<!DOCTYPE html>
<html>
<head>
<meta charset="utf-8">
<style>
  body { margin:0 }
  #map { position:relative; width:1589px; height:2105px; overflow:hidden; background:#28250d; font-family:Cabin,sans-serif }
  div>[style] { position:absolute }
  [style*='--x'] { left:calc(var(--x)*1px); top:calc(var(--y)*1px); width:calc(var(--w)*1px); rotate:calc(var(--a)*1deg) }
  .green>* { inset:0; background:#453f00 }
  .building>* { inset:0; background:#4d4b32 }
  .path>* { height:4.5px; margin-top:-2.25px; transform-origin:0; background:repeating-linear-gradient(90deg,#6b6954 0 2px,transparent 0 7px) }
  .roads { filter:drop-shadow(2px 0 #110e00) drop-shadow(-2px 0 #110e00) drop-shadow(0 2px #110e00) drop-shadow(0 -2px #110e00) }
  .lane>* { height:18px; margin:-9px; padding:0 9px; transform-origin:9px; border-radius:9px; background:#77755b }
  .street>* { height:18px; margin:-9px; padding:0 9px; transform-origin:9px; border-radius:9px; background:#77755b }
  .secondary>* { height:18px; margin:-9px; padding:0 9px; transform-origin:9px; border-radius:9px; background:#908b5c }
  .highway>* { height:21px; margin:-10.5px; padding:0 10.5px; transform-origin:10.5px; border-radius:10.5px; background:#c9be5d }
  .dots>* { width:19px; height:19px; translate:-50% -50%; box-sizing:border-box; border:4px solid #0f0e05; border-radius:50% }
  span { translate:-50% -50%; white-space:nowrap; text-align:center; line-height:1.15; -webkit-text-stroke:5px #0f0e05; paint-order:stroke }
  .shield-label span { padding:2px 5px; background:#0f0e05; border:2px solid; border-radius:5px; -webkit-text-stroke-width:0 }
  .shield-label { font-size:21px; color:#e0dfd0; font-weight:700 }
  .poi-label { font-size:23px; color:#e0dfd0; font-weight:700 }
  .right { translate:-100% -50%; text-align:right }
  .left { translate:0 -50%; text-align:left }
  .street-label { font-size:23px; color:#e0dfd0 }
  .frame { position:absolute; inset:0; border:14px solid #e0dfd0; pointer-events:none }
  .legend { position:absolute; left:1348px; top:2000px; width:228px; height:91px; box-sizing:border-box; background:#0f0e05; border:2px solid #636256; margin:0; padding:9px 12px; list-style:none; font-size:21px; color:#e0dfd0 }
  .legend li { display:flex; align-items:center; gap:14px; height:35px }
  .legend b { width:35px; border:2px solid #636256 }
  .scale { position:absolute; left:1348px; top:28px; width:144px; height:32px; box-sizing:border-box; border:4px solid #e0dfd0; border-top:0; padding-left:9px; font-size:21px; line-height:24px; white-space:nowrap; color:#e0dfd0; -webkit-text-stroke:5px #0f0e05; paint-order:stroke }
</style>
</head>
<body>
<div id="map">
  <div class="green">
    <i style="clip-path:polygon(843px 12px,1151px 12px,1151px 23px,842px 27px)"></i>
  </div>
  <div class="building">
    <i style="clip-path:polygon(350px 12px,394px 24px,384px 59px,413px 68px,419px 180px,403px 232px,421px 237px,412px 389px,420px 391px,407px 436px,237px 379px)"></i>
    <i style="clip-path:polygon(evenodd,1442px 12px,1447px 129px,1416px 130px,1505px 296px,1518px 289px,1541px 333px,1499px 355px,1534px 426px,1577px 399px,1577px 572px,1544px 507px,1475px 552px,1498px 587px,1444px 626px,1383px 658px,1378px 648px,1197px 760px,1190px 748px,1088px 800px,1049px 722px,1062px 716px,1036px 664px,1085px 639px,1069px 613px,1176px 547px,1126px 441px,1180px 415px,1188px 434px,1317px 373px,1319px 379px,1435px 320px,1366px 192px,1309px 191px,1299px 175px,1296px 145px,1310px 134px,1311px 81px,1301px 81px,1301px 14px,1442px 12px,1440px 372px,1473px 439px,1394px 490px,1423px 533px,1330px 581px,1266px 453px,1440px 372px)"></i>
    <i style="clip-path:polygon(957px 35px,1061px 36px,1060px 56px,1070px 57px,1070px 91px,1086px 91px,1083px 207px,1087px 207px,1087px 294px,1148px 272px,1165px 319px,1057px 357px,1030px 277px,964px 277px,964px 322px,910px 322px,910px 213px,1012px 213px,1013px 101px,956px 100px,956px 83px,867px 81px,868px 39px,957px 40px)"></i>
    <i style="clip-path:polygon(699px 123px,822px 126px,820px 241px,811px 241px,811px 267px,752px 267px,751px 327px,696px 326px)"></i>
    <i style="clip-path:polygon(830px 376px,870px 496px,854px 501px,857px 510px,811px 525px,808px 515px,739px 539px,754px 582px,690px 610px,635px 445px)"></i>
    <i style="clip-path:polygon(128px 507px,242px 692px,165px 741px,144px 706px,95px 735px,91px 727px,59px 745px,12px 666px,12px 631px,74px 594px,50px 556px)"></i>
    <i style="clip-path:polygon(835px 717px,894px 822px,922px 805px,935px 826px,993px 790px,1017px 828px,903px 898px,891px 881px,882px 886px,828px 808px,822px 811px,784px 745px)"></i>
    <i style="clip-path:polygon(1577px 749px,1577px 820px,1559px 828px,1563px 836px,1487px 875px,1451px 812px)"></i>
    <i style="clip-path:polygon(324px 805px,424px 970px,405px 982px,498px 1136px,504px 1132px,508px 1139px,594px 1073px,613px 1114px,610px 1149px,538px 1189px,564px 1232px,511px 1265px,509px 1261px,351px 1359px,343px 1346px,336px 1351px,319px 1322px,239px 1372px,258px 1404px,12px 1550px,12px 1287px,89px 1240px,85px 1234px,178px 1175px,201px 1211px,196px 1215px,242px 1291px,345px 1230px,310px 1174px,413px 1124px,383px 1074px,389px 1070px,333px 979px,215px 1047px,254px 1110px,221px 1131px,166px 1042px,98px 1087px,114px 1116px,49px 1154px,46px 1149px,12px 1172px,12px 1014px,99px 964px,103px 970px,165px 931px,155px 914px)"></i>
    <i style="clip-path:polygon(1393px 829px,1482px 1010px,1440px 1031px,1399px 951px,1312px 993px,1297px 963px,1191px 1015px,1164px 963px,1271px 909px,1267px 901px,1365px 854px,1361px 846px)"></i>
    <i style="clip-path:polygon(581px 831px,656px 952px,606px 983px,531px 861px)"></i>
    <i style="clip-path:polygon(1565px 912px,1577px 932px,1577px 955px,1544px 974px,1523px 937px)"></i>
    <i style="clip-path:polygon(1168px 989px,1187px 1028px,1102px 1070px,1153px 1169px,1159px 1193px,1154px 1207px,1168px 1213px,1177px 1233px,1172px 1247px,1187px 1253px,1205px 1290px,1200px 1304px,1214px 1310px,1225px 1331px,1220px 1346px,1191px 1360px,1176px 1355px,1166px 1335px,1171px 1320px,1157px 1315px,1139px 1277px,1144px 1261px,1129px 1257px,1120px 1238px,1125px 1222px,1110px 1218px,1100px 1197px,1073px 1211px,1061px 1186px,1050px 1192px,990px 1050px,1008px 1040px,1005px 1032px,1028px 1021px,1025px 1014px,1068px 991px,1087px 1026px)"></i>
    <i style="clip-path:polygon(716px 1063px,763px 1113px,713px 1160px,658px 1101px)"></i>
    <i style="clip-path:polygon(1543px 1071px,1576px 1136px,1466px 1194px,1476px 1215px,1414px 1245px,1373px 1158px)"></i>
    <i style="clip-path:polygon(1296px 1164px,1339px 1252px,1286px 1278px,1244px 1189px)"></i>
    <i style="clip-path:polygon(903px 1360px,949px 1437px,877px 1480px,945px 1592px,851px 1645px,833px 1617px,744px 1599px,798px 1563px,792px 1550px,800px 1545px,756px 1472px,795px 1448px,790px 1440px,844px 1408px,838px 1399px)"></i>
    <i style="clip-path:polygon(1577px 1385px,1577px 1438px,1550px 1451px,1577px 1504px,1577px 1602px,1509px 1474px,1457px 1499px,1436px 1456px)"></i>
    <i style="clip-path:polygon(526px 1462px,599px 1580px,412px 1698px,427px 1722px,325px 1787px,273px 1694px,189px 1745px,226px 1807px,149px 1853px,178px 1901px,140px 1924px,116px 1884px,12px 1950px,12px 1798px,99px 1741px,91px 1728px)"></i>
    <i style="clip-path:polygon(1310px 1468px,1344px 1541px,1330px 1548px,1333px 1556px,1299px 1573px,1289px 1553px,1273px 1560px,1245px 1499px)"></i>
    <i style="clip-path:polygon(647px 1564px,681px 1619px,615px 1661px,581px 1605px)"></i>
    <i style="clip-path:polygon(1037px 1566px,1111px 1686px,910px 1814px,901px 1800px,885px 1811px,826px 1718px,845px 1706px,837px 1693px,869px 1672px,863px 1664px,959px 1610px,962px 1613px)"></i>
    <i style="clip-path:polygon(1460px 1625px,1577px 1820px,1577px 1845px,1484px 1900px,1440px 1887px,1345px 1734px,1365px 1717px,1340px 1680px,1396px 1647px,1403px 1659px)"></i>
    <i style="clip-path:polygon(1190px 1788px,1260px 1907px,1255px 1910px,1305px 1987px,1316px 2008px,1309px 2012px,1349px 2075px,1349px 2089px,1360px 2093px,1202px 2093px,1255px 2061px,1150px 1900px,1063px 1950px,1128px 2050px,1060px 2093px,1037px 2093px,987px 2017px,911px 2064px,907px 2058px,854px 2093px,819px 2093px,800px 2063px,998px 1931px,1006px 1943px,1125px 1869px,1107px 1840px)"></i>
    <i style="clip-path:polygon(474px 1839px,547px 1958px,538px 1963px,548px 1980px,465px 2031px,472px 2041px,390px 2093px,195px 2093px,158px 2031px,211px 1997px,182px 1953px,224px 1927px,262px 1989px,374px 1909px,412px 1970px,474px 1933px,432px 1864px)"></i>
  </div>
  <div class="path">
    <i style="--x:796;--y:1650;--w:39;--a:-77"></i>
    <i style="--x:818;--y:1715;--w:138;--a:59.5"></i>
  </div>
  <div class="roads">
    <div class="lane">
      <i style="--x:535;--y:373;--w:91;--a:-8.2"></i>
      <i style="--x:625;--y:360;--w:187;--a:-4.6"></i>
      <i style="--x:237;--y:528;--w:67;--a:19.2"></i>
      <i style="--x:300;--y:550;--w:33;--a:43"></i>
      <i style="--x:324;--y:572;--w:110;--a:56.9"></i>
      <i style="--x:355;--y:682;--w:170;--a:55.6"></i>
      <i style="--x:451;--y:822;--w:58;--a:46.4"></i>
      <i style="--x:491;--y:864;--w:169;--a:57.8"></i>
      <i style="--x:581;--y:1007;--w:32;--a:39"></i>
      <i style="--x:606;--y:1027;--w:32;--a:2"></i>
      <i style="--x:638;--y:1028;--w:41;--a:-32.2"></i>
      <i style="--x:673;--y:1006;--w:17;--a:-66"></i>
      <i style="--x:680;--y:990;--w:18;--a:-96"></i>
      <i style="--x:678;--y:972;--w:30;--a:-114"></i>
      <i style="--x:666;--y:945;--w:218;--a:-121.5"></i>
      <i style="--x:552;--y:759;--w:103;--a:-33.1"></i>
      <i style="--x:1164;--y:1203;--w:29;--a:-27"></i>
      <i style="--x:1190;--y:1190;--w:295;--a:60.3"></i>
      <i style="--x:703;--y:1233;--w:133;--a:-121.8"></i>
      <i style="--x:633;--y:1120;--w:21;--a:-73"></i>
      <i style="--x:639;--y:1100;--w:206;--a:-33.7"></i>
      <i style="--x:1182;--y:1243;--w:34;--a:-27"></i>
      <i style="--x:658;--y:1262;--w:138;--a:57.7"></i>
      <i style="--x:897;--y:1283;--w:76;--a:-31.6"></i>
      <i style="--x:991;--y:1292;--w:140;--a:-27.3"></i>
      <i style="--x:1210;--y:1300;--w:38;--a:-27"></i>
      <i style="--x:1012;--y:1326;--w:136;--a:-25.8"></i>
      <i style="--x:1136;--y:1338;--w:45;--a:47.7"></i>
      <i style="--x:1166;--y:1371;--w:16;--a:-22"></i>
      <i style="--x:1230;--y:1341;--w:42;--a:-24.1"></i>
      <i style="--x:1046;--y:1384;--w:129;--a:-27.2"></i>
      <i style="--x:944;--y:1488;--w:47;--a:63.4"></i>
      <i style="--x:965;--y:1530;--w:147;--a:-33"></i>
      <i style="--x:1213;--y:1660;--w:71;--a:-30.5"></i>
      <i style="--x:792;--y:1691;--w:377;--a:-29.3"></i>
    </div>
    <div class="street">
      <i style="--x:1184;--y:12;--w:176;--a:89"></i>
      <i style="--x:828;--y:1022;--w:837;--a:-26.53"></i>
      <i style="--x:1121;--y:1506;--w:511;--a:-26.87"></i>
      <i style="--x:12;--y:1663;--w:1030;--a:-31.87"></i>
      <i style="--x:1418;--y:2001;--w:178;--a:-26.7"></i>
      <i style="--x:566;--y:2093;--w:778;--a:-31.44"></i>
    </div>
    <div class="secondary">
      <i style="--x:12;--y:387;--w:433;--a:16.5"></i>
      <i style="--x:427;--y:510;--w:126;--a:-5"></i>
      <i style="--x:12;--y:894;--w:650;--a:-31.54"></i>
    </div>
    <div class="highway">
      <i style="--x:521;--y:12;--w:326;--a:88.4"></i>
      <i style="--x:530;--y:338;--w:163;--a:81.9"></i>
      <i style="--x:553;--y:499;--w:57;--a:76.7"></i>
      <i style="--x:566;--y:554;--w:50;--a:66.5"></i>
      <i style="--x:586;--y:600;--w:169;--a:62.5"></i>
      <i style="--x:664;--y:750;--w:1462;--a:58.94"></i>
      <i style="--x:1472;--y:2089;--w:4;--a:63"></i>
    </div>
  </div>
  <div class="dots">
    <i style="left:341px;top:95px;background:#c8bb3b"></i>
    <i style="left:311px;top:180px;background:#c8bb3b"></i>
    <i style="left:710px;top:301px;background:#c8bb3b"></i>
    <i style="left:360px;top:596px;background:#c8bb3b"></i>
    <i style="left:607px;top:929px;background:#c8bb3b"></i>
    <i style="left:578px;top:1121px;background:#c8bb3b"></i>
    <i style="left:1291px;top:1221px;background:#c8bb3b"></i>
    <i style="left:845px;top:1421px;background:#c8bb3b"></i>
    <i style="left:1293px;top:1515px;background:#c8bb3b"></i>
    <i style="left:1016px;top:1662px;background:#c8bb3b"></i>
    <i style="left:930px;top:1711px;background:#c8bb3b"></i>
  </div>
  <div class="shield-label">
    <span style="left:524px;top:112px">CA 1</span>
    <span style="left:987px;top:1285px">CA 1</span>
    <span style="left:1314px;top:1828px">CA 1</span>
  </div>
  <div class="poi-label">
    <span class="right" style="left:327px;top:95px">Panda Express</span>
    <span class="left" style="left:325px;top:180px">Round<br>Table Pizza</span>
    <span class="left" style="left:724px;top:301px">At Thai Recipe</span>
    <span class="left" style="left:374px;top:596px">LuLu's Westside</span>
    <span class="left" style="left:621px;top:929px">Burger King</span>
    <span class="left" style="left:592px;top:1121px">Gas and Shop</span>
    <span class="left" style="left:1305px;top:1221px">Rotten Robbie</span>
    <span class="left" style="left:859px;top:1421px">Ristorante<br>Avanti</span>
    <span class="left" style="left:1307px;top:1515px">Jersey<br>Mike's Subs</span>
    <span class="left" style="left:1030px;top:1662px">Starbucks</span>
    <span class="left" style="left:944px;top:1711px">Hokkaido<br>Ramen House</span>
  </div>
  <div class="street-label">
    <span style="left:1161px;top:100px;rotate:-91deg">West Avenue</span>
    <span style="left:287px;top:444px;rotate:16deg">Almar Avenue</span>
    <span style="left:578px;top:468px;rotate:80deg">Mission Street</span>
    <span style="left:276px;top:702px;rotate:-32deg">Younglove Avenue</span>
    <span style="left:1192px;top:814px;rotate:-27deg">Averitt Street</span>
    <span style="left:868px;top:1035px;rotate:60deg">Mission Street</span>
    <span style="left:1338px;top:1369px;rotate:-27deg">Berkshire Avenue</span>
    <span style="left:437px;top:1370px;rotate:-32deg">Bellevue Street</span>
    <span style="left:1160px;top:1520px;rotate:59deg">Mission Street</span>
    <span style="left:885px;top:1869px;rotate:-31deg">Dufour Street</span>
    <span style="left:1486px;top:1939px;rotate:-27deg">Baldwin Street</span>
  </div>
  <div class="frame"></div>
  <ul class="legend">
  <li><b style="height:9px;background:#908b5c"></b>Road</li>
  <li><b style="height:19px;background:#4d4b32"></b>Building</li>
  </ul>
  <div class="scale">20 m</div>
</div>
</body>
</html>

TASK GOAL
Give back, word for word, only the lines above from the line holding "filter:drop-shadow(2px 0 #110e00)" to the line holding "width:19px; height:19px; translate:-50%", both included.

ANSWER BOX
  .roads { filter:drop-shadow(2px 0 #110e00) drop-shadow(-2px 0 #110e00) drop-shadow(0 2px #110e00) drop-shadow(0 -2px #110e00) }
  .lane>* { height:18px; margin:-9px; padding:0 9px; transform-origin:9px; border-radius:9px; background:#77755b }
  .street>* { height:18px; margin:-9px; padding:0 9px; transform-origin:9px; border-radius:9px; background:#77755b }
  .secondary>* { height:18px; margin:-9px; padding:0 9px; transform-origin:9px; border-radius:9px; background:#908b5c }
  .highway>* { height:21px; margin:-10.5px; padding:0 10.5px; transform-origin:10.5px; border-radius:10.5px; background:#c9be5d }
  .dots>* { width:19px; height:19px; translate:-50% -50%; box-sizing:border-box; border:4px solid #0f0e05; border-radius:50% }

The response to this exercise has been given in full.